Latrinsorm
03-22-2014, 10:08 PM
Suppose we want to measure things. We devise a system where each dimension of measurement has 4 bins, but even if it turns out that every bin has exactly the same population, we will still have fringes of varying degrees. In one dimension, we have...
http://img.photobucket.com/albums/v456/johnnyoldschool/DimensionsMan2a_zps13393b46.png
...2 bins with 2 neighbors (green), 2 bins with 1 neighbor (black). Black will always be the fringiest color, but in this dimension it is also the only fringe color. Thus we have:
absolute fringe %: 2 / 4
total fringe %: 2 / 4
.
In two dimensions, we have...
http://img.photobucket.com/albums/v456/johnnyoldschool/DimensionsMan2b_zps29005610.png
...4 bins with 4 neighbors (brown), 8 bins with 3 neighbors (green), 4 bins with 2 neighbors (black). Now we have two fringe types: black corners and green edges. Now our figures are:
af%: 4 / 16
tf%: 12 / 16
.
The last dimension we can draw with any legibility is three dimensions, which looks like...
http://img.photobucket.com/albums/v456/johnnyoldschool/DimensionsMan2c_zps03c47ff5.png
...8 bins with 6 neighbors (red), 24 with 5 (brown), 24 with 4 (green), 8 with 3 (black). The dots kind of overlap, so I drew them in both shades where that happens. Our new dimension creates a new fringe from what once was normal: brown faces.
af%: 8 / 64
tf%: 56 / 64
.
Three dimensions and four bins per dimension are all well and good, but wouldn't it be nice to generalize to any number of dimensions D and bins L? Let's look at our figures geometrically:
dimens. 0 1 2 3
corners 1 2 4 8
edges 0 1 4 12
faces 0 0 1 6
Corners is easy to see, it just doubles every time.
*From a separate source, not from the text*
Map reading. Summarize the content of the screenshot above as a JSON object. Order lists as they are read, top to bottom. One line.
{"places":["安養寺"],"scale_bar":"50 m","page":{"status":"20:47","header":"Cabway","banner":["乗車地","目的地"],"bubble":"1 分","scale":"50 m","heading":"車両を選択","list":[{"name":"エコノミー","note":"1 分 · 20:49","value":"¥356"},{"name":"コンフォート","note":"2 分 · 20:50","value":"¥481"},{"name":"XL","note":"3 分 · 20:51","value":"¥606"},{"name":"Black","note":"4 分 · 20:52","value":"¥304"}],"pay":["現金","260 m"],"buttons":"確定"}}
If we call Corners a function C of dimensions D then...
C[D] = 2^D
Edges is a little trickier because it starts at 0 and doesn't quite double; instead, each step after the first doubles and adds increasing multiples of 2. Put symbolically...
E[D] = 2 * E[D-1] + 2^(D-1)
...but we can get a little recursive on its ass like so...
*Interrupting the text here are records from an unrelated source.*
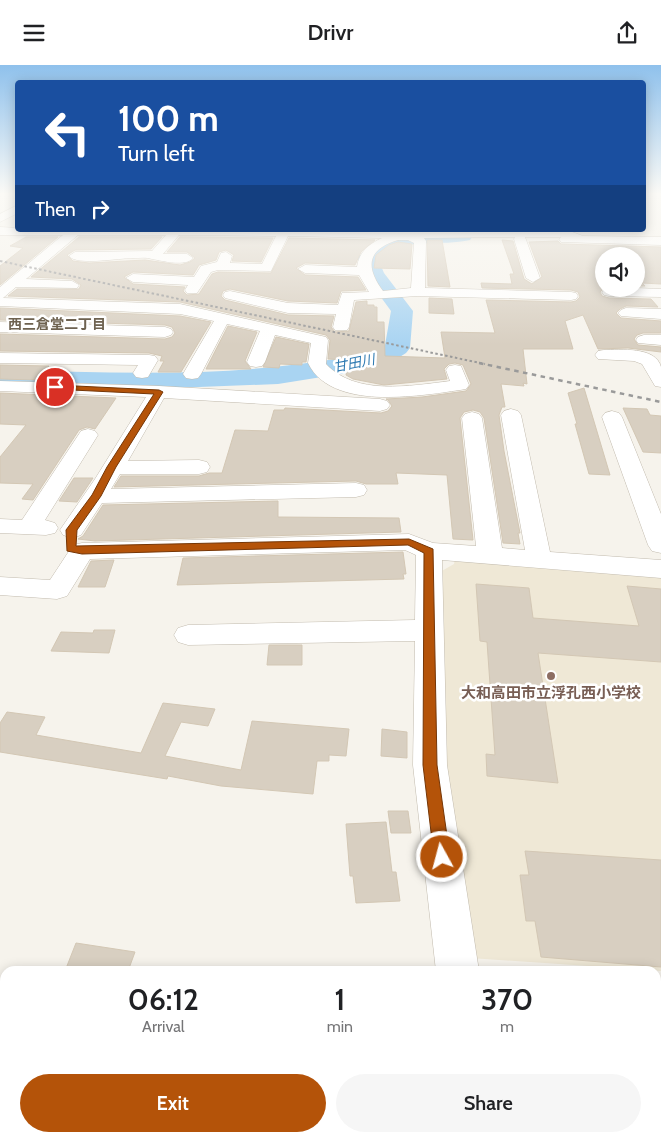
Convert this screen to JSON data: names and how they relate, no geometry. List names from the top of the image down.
{
  "districts": ["西三倉堂二丁目"],
  "water": ["甘田川"],
  "places": ["大和高田市立浮孔西小学校"],
  "page": {
    "header": "Drivr",
    "turn": ["100 m", "Turn left"],
    "then": "Then",
    "eta": [
      "06:12",
      "Arrival",
      "1",
      "min",
      "370",
      "m"
    ],
    "buttons": ["Exit", "Share"]
  }
}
E[D-1] = 2 * E[D-2] + 2^(D-2)
E[D] = 2 * (2 * E[D-2] + 2^(D-2)) + 2^(D-1)
E[D] = 4 * E[D-2] + 2^(D-1) + 2^(D-1)
E[D] = 4 * E[D-2] + 2^D
...and if we turn the crank again, we get...
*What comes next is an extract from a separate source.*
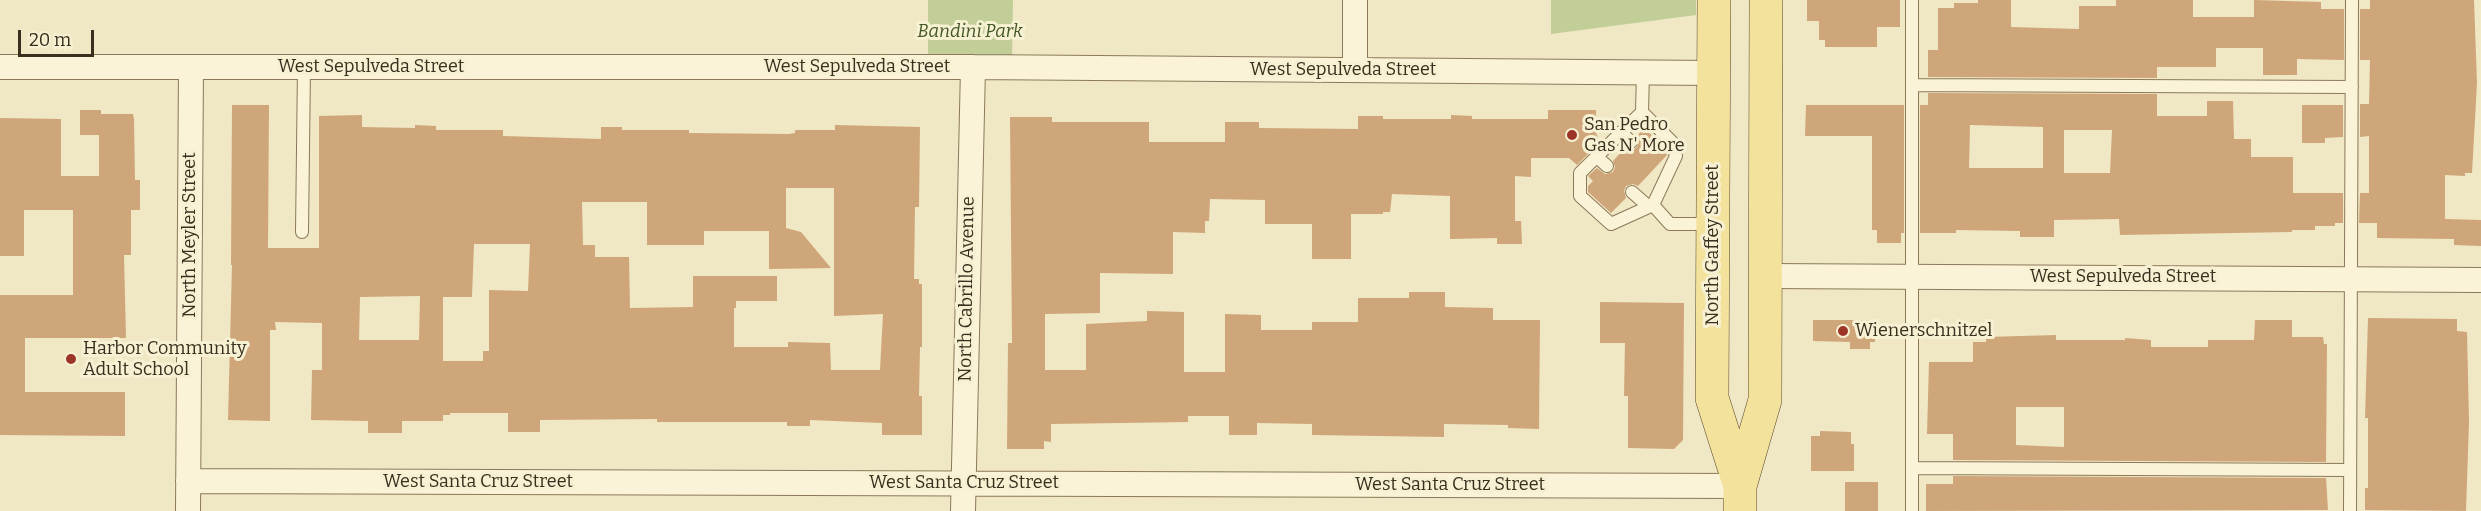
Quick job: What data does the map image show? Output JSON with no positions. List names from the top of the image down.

E[D] = 8 * E[D-3] + (3/2) * 2^D
...so we can see a pattern here that goes...
E[D] = 2^a * E[D-a] + (a/2) * 2^D
...when a = 0, we get E[D] = 1 * E[D], when a = 1 we get our original equation, and so on. Let's set a = D-1...
E[D] = 2 ^ (D-1) * E[1] + (D-1) * 2 ^ (D-1)
...but we know E[1] = 1, so now we have a formula for Edges...
E[D] = 2 ^ (D-1) + D * 2 ^ (D-1) - 2 ^ (D-1)
E[D] = D * 2 ^ (D-1)
.
Faces we know have to be zero for 0 and 1 dimensions, so we can take a tip from our last equations and guess that it's going to be a function of D and (D-1), and it turns out that gives us...
F[D] = D * (D-1) * 2 ^ (D-3)
Altogether now, and rearranged more seductively...
C[D] = 2 ^ D
E[D] = 2 ^ D * D/2
F[D] = 2 ^ D * D/2 * (D-1)/4
And this pattern continues for any arbitrary dimension.
.
So now we know how many of each geometric form we have, but how many of those are fringe elements?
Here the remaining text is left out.